The effects in this volume could be played together to form a complete and balanced close-up program. Busy performers are always on the watch for good close-up mentalism; here it is.
Pages 40 Volume 3
- Flare Optico - Three people take arithmetic flash cards from a stack, each containing a different problem in addition. Even though the flash cards are hidden, the mentalist reveals the total from each problem. For an added climax, he reveals all the numbers in the problem.
- Dolce Libra - A spectator holds a phone book behind his back and chooses a page. He brings it around in front and reads a name on the chosen page. The mentalist reveals the chosen name and number! It's simple, but oh so clean. Any borrowed phone book is used. The spectator has an apparent free choice. You never have to see anything. No cues or glimpses.
- Special Delivery - Two spectators help the mentalist write a dozen or so names on billets. Someone randomly chooses one of the folded papers. A spectator seals it in an envelope. Although the people in the audience are unknown to him, the performer is able to deliver the sealed envelope to the person in the audience whose name was randomly selected!

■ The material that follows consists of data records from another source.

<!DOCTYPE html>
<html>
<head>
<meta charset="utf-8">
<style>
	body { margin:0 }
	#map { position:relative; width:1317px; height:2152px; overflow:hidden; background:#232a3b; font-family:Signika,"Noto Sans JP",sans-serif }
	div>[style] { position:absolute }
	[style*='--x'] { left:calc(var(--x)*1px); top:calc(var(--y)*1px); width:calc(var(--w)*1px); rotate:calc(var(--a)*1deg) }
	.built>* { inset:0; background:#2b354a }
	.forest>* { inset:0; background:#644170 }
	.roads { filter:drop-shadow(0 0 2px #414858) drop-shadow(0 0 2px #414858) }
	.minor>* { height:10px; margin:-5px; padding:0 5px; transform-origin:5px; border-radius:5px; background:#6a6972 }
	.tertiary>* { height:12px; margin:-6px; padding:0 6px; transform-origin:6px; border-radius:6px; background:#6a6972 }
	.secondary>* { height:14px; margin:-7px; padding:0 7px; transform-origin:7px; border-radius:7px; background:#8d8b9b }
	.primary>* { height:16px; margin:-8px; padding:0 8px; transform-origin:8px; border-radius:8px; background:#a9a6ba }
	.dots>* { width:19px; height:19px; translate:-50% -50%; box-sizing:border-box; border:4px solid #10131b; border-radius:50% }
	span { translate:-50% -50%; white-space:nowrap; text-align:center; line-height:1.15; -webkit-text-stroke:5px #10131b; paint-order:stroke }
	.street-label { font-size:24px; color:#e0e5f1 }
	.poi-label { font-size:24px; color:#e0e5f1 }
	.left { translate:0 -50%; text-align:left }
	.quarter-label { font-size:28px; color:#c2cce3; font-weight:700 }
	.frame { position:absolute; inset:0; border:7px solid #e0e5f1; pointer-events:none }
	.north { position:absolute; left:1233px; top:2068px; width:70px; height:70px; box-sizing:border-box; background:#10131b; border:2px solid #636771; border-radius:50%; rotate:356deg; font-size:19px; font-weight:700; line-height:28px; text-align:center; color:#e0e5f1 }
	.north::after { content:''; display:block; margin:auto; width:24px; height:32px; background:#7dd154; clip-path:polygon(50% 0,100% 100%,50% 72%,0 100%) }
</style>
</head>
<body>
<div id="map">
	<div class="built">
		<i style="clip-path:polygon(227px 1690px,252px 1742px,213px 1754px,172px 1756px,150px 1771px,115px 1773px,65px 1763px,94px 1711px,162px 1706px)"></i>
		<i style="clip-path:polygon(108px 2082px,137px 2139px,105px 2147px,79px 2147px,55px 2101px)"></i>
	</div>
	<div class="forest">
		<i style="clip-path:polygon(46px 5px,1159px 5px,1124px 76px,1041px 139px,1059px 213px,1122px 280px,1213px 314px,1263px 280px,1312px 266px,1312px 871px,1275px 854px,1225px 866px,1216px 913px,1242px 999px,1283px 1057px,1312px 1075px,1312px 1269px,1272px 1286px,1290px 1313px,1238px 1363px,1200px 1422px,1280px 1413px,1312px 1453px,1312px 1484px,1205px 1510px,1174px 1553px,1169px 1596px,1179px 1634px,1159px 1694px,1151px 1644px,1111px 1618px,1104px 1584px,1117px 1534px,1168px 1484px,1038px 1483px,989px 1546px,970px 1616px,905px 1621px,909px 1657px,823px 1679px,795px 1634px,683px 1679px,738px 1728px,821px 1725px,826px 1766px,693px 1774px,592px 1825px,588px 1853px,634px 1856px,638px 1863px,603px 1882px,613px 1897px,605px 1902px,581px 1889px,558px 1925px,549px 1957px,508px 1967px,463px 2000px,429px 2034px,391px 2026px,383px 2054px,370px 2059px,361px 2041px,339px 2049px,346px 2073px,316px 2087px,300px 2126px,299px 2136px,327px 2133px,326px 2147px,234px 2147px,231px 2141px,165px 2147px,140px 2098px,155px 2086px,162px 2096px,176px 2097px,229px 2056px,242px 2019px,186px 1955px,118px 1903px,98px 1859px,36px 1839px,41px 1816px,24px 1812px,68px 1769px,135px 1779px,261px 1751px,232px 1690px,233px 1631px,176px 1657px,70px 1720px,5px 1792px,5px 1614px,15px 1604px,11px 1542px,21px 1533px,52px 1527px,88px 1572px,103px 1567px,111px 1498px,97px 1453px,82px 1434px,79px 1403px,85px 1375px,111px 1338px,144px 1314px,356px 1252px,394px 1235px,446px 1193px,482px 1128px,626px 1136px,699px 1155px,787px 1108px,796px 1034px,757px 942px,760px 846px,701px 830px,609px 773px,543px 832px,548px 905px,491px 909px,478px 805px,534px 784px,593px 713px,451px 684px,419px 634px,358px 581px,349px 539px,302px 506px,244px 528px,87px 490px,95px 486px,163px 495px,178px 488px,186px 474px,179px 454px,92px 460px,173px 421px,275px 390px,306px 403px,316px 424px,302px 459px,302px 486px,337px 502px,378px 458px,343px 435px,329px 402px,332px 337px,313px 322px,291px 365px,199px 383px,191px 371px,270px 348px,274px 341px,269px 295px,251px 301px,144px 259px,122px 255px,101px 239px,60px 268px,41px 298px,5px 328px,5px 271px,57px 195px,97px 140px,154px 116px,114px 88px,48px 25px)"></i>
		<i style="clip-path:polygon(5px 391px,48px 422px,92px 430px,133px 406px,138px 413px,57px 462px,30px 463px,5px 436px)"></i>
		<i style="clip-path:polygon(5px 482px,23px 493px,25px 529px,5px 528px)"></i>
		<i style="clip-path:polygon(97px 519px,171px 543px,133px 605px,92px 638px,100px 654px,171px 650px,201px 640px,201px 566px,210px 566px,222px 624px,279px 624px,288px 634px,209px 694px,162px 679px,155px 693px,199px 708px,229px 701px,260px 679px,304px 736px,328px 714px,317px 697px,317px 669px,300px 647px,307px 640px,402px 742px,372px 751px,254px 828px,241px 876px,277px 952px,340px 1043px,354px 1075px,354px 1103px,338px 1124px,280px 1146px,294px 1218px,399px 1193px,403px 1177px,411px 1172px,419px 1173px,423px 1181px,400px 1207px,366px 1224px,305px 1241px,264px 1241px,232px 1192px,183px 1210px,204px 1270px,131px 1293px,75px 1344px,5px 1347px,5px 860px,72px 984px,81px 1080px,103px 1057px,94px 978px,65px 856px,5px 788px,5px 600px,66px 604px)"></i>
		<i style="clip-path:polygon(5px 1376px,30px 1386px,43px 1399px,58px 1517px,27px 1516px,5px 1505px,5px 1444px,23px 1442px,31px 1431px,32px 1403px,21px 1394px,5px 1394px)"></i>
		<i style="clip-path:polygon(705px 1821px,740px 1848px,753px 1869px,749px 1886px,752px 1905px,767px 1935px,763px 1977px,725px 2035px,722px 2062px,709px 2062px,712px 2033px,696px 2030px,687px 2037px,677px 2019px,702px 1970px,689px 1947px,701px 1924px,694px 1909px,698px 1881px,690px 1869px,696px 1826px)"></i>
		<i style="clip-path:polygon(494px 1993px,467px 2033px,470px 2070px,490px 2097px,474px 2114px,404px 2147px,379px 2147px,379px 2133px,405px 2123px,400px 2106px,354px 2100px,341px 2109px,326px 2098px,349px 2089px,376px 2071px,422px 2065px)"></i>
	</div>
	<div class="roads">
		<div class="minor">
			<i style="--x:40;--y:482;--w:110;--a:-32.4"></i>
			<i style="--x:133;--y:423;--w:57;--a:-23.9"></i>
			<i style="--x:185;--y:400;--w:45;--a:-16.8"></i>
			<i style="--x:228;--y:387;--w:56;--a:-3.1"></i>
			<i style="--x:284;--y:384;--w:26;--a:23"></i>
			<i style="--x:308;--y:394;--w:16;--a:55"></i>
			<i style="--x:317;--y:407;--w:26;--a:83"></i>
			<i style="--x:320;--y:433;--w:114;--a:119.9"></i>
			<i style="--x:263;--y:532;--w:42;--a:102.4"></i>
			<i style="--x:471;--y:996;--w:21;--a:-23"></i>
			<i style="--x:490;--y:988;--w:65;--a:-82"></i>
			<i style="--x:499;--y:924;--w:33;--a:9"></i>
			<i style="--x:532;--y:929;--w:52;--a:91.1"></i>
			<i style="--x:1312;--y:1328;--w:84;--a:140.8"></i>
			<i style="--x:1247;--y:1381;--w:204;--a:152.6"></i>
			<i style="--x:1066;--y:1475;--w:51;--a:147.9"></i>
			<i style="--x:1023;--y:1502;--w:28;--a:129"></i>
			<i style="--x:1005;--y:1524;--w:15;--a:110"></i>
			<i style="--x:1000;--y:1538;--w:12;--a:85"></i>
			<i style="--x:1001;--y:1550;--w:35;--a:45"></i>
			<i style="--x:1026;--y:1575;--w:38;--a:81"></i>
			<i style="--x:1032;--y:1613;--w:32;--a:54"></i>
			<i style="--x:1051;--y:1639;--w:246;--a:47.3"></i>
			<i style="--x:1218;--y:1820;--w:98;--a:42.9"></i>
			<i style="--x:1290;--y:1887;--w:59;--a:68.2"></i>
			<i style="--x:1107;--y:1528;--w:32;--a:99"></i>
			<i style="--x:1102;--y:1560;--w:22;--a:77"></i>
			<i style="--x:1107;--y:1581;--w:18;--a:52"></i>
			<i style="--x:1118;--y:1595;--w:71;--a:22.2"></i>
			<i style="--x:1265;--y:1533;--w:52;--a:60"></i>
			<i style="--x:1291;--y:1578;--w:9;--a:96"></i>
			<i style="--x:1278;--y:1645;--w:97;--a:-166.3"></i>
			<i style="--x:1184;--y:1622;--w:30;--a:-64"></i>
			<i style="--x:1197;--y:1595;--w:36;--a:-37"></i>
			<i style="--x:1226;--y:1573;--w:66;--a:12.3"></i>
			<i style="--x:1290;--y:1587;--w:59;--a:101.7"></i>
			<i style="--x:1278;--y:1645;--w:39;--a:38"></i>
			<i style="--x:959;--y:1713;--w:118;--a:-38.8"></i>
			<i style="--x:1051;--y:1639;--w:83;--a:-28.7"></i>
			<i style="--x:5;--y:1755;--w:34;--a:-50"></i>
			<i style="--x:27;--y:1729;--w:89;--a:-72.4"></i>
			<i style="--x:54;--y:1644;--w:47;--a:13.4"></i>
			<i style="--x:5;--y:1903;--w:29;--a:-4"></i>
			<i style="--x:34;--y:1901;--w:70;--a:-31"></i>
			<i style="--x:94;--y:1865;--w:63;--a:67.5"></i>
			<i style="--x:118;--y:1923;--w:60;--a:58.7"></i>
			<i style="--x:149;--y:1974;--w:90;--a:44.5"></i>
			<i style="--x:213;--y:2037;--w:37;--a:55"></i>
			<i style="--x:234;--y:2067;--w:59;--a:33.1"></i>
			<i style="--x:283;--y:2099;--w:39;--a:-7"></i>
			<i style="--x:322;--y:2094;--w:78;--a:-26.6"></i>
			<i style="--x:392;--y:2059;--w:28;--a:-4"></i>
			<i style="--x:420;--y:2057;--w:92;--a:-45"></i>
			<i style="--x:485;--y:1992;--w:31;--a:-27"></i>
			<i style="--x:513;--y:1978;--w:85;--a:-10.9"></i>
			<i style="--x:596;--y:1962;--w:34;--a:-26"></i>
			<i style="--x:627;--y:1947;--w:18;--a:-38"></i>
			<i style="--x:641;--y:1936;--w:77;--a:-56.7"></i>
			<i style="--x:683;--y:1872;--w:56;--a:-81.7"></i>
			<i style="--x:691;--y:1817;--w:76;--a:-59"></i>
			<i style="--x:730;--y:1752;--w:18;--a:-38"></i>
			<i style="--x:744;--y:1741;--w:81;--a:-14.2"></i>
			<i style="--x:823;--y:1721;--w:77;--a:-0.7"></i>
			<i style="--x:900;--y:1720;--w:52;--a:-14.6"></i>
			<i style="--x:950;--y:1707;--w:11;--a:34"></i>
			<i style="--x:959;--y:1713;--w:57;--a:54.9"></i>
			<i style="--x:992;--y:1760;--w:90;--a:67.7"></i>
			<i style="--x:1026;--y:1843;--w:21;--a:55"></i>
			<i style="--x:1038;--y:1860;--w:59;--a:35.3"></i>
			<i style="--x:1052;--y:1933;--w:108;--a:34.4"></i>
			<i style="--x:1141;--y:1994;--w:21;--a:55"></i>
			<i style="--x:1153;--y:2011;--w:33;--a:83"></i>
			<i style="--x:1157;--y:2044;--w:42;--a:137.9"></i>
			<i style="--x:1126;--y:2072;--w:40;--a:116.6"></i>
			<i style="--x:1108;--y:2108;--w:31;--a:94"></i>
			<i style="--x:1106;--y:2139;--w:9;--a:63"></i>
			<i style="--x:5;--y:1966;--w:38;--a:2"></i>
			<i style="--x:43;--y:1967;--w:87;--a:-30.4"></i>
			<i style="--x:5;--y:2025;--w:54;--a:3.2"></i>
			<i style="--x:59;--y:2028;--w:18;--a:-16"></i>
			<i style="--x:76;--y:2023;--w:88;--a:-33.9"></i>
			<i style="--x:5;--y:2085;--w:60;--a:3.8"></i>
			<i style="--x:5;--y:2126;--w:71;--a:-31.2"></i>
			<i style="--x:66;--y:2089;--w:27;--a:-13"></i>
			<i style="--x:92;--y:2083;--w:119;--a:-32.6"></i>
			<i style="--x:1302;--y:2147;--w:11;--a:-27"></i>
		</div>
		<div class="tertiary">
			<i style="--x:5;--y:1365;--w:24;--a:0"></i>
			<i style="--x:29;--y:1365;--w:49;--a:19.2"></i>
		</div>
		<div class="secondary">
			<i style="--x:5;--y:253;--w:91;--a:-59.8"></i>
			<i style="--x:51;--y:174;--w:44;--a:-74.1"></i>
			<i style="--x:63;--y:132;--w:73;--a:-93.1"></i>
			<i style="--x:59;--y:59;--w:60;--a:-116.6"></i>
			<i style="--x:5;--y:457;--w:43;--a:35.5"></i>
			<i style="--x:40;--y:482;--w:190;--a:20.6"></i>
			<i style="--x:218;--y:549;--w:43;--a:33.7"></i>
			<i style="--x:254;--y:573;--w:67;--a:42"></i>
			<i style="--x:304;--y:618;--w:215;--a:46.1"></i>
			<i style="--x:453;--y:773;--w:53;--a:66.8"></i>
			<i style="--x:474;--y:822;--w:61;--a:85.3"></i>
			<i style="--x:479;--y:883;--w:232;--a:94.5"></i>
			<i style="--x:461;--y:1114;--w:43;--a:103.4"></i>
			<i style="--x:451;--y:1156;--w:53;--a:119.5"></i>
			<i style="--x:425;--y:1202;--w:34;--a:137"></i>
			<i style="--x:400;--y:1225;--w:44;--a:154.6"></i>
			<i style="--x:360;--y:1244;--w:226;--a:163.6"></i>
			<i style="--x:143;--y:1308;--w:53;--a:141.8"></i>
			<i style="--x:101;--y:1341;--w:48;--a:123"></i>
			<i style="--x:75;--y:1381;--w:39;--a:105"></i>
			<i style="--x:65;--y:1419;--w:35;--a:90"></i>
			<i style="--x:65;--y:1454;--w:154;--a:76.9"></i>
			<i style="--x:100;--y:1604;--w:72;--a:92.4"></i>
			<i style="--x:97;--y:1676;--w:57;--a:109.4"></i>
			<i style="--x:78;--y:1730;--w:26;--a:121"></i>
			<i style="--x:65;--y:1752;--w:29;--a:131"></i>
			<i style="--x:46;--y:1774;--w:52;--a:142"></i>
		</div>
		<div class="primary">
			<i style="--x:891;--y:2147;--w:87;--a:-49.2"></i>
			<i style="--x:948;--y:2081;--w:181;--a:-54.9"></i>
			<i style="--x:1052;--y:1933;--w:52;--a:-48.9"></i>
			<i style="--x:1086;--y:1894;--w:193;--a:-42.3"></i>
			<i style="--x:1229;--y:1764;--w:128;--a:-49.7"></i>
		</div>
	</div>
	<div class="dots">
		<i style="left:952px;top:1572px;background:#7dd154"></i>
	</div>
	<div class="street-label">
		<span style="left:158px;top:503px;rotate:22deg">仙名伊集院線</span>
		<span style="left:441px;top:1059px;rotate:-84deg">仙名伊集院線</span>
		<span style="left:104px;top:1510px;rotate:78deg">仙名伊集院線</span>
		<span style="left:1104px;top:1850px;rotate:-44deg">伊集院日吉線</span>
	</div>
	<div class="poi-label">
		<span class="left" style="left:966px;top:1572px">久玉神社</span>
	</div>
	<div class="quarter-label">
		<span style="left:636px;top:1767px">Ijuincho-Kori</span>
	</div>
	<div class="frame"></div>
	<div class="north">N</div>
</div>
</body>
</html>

- Three Sided Brain - If a performer spent double the price of this book for this single trick, he would be getting a great deal. This original performance piece has been a feature of a very successful mentalist on the west coast since Docc taught it to him. The exclusive rights agreement has passed and although it will possibly be released as a limited DVD in the future, Docc explains in great detail the performing nuances necessary to make this a feature in YOUR program.Three spectators are used. Each decides on a thought. The mentalist writes something on a large 9" x 12" card. It's placed in an envelope numbered "1" and handed to the first spectator. This is repeated with the other two spectators. Later, it's seen that what the mentalist wrote matches each of their cards. The mentalist is also able to give a lot of unwritten information about the spectators.There are no carbons, billets, special envelopes or pre-show clipboards. You give intimate details about subjects that you couldn't possibly know. If you use the CEO of the hosting corporation, he'll never understand how you knew his mother's maiden name or what he ate for breakfast. No one ever spoke to him or had him write anything; in fact, you can decide to use him at the last minute while you're on stage.
This truly is a professional method devised through years of experience.